It has been reported that hallucinatory phenomena are facilitated by altered states of consciousness (Horowitz and Adams, 1970). We might speculate that the altered state of consciousness that occurs in conjunction with OBEs can also facilitate anthropomorphic imagery that conveys the approach of death. If this were the case, then Yamatoots and OBEs would each have the same function: to make the person aware that he or she is dead.
This notion might also help to explain why tunnels, common in Western NDEs and having a possible neurological basis (Blackmore, 1993), are also largely absent in Thai NDEs. Tunnels might symbolize moving from one state of consciousness to another. Roads, or the act of walking, might symbolize the same thing in Thai and some Indian NDEs. Indeed, most of my collection features one or the other. One of my cases did feature a tunnel, but it did not occur at the beginning of the experience, as it most often would in Western NDEs. Rather, it appeared following an interview with Yama, who asked if the NDEr wanted to see hell. The experiencer answered “yes,” and the entry into the first level of hell was made “by opening a tunnel.”
11. Affect in Thai NDEs
a. Hell
The light seems to be absent in Thai NDEs, as is the profound positive affect found in so many Western NDEs. The most common affects in my collection were negative. Unlike the negative affect in so many Western NDEs (Greyson and Bush, 1992), that found in Thai NDEs (in all but one case) has two recognizable causes: fear of “going” and horror and fear of hell. It is worth noting that although five of my ten cases included seeing hell and being forced to witness the same horrific tortures that appeared in the Phra Malaya, none included the NDErs having been subjected to any of these torments themselves. The same can be said about hell in medieval European NDEs (Zaleski, 1987).

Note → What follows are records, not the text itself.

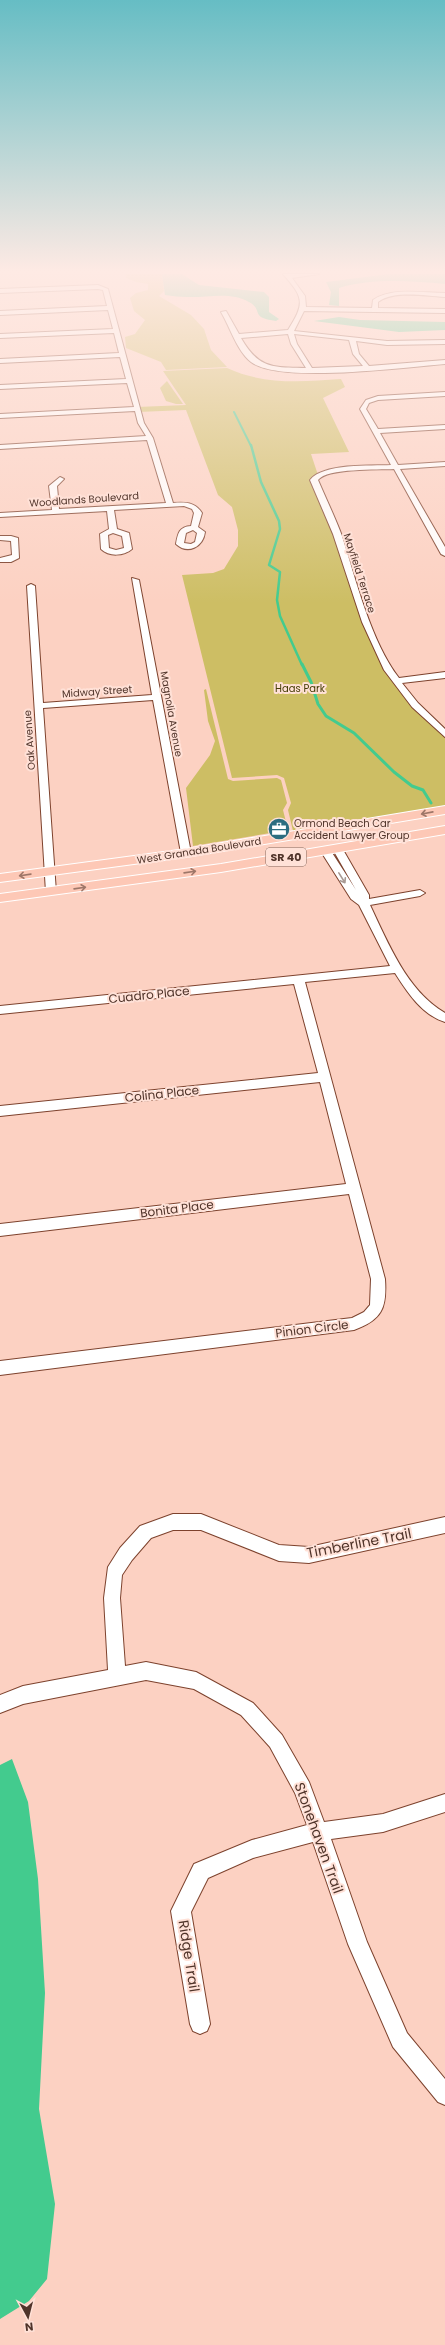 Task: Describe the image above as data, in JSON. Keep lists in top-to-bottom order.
{
  "streets": {
    "main road": ["West Granada Boulevard", "SR 40"],
    "street": [
      "Woodlands Boulevard",
      "Mayfield Terrace",
      "Midway Street",
      "Magnolia Avenue",
      "Oak Avenue",
      "Cuadro Place",
      "Colina Place",
      "Bonita Place",
      "Pinion Circle",
      "Timberline Trail",
      "Stonehaven Trail",
      "Ridge Trail"
    ]
  },
  "crossings": [
    ["Midway Street", "Magnolia Avenue"],
    ["Midway Street", "Oak Avenue"],
    ["Magnolia Avenue", "West Granada Boulevard"],
    ["Oak Avenue", "West Granada Boulevard"],
    ["Cuadro Place", "Pinion Circle"],
    ["Colina Place", "Pinion Circle"],
    ["Bonita Place", "Pinion Circle"],
    ["Timberline Trail", "Stonehaven Trail"],
    ["Stonehaven Trail", "Ridge Trail"]
  ],
  "parks": ["Haas Park"],
  "places": {
    "office": ["Ormond Beach Car Accident Lawyer Group"]
  },
  "north": "bottom"
}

“The Yamatoots guided me to a torture chamber; one for those who had committed murder. I saw guards hitting the prisoners on the head with an iron hammer. People were being chopped into pieces. They reassembled themselves, and were then chopped up again and again, until the karma acquired by killing people was exhausted. After this process was finished, their pieces were fed to dogs and vultures with iron beaks. The Yamatoot explained that these prisoners were not afraid of making bad karmas; that they actually liked killing people. This torture, he said, was the result of their murderous karmas. After these karmas were extinguished, they would be reborn as animals in the earthly plane of existence. In that life they would have to die by being killed. They would not be allowed to live out their natural life-span.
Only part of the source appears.